(Data entries)
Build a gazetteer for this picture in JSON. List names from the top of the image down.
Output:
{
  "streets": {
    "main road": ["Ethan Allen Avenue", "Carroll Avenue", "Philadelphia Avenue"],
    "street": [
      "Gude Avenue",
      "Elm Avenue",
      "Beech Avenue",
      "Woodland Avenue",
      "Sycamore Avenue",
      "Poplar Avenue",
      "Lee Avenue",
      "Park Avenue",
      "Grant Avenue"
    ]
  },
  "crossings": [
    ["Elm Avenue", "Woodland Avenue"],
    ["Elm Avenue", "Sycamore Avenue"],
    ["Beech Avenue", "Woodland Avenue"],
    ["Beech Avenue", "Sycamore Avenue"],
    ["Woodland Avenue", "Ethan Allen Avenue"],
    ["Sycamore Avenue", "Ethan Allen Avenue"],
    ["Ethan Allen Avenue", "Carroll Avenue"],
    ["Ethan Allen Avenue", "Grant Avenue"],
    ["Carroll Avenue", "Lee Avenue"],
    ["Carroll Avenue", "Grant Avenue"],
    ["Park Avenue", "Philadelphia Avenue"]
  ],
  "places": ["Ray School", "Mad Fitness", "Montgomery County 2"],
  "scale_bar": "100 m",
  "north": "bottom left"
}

### ACTIVITY
Every entry should be output exactly as written, please.

### TASK RESULT
Build a gazetteer for this picture in JSON. List names from the top of the image down.
Output:
{
  "streets": {
    "main road": ["Ethan Allen Avenue", "Carroll Avenue", "Philadelphia Avenue"],
    "street": [
      "Gude Avenue",
      "Elm Avenue",
      "Beech Avenue",
      "Woodland Avenue",
      "Sycamore Avenue",
      "Poplar Avenue",
      "Lee Avenue",
      "Park Avenue",
      "Grant Avenue"
    ]
  },
  "crossings": [
    ["Elm Avenue", "Woodland Avenue"],
    ["Elm Avenue", "Sycamore Avenue"],
    ["Beech Avenue", "Woodland Avenue"],
    ["Beech Avenue", "Sycamore Avenue"],
    ["Woodland Avenue", "Ethan Allen Avenue"],
    ["Sycamore Avenue", "Ethan Allen Avenue"],
    ["Ethan Allen Avenue", "Carroll Avenue"],
    ["Ethan Allen Avenue", "Grant Avenue"],
    ["Carroll Avenue", "Lee Avenue"],
    ["Carroll Avenue", "Grant Avenue"],
    ["Park Avenue", "Philadelphia Avenue"]
  ],
  "places": ["Ray School", "Mad Fitness", "Montgomery County 2"],
  "scale_bar": "100 m",
  "north": "bottom left"
}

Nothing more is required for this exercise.